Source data
■ ■ ■ ■ ■

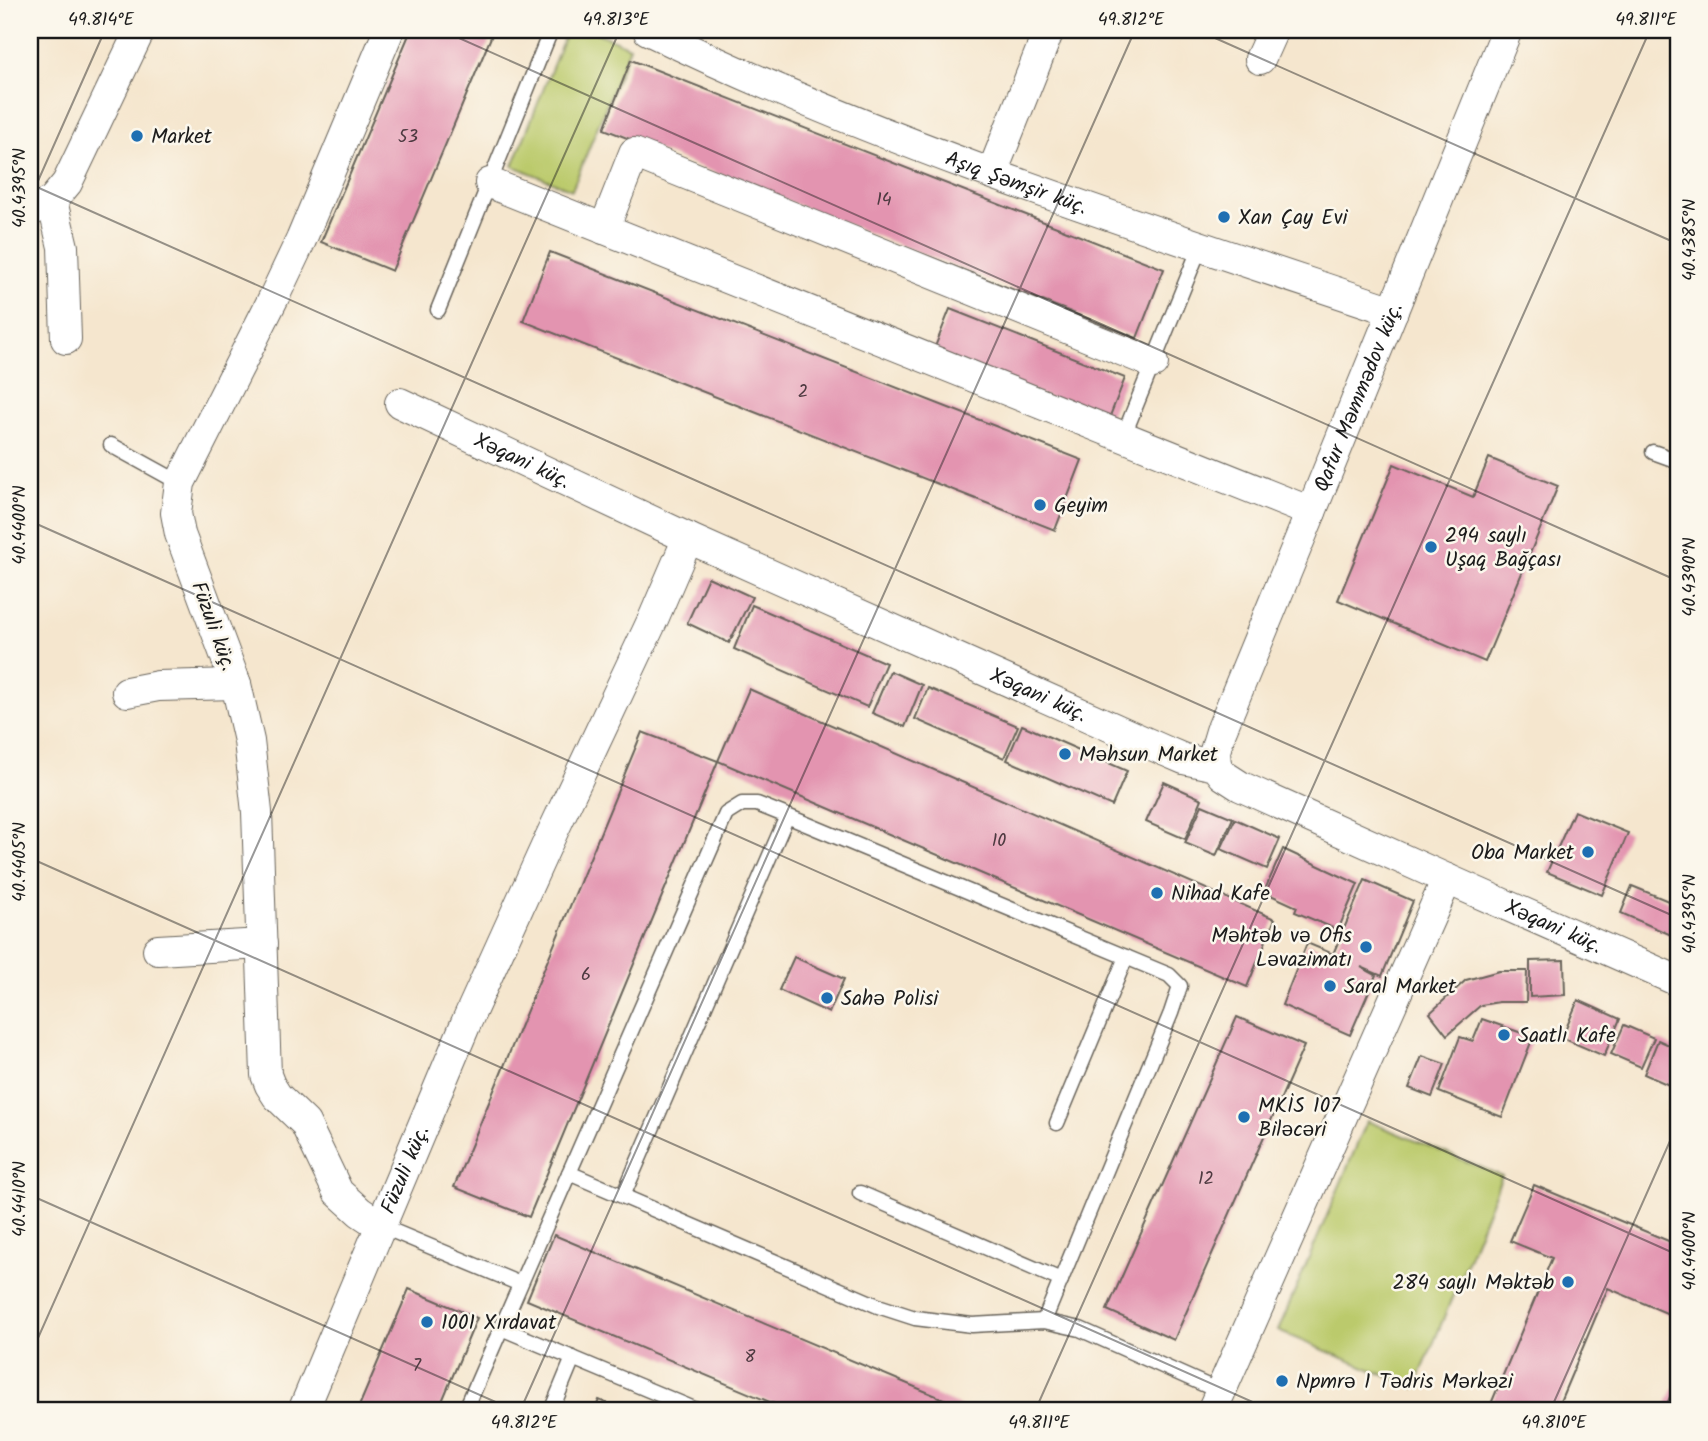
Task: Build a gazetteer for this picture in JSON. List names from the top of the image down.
{
  "streets": {
    "street": [
      "Aşıq Şəmşir küç.",
      "Qafur Məmmədov küç.",
      "Xəqani küç.",
      "Füzuli küç."
    ]
  },
  "crossings": [
    ["Aşıq Şəmşir küç.", "Qafur Məmmədov küç."],
    ["Qafur Məmmədov küç.", "Xəqani küç."],
    ["Xəqani küç.", "Füzuli küç."]
  ],
  "places": [
    "Market",
    "Xan Çay Evi",
    "Geyim",
    "294 saylı Uşaq Bağçası",
    "Məhsun Market",
    "Oba Market",
    "Nihad Kafe",
    "Məhtəb və Ofis Ləvazimatı",
    "Saral Market",
    "Sahə Polisi",
    "Saatlı Kafe",
    "MKİS 107 Biləcəri",
    "284 saylı Məktəb",
    "1001 Xırdavat",
    "Npmrə 1 Tədris Mərkəzi"
  ],
  "house_numbers": [
    "53",
    "14",
    "2",
    "10",
    "6",
    "12",
    "8",
    "7"
  ],
  "coordinates": [
    "49.814°E",
    "49.813°E",
    "49.812°E",
    "49.811°E",
    "40.4395°N",
    "40.4385°N",
    "40.4400°N",
    "40.4390°N",
    "40.4405°N",
    "40.4410°N",
    "49.810°E"
  ]
}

■ ■ ■ ■ ■

● **GOAL OF THE EXERCISE**:
For this exercise, return every entry verbatim and omit all pictures.

● **WRITTEN ANSWER**:
Task: Build a gazetteer for this picture in JSON. List names from the top of the image down.
{
  "streets": {
    "street": [
      "Aşıq Şəmşir küç.",
      "Qafur Məmmədov küç.",
      "Xəqani küç.",
      "Füzuli küç."
    ]
  },
  "crossings": [
    ["Aşıq Şəmşir küç.", "Qafur Məmmədov küç."],
    ["Qafur Məmmədov küç.", "Xəqani küç."],
    ["Xəqani küç.", "Füzuli küç."]
  ],
  "places": [
    "Market",
    "Xan Çay Evi",
    "Geyim",
    "294 saylı Uşaq Bağçası",
    "Məhsun Market",
    "Oba Market",
    "Nihad Kafe",
    "Məhtəb və Ofis Ləvazimatı",
    "Saral Market",
    "Sahə Polisi",
    "Saatlı Kafe",
    "MKİS 107 Biləcəri",
    "284 saylı Məktəb",
    "1001 Xırdavat",
    "Npmrə 1 Tədris Mərkəzi"
  ],
  "house_numbers": [
    "53",
    "14",
    "2",
    "10",
    "6",
    "12",
    "8",
    "7"
  ],
  "coordinates": [
    "49.814°E",
    "49.813°E",
    "49.812°E",
    "49.811°E",
    "40.4395°N",
    "40.4385°N",
    "40.4400°N",
    "40.4390°N",
    "40.4405°N",
    "40.4410°N",
    "49.810°E"
  ]
}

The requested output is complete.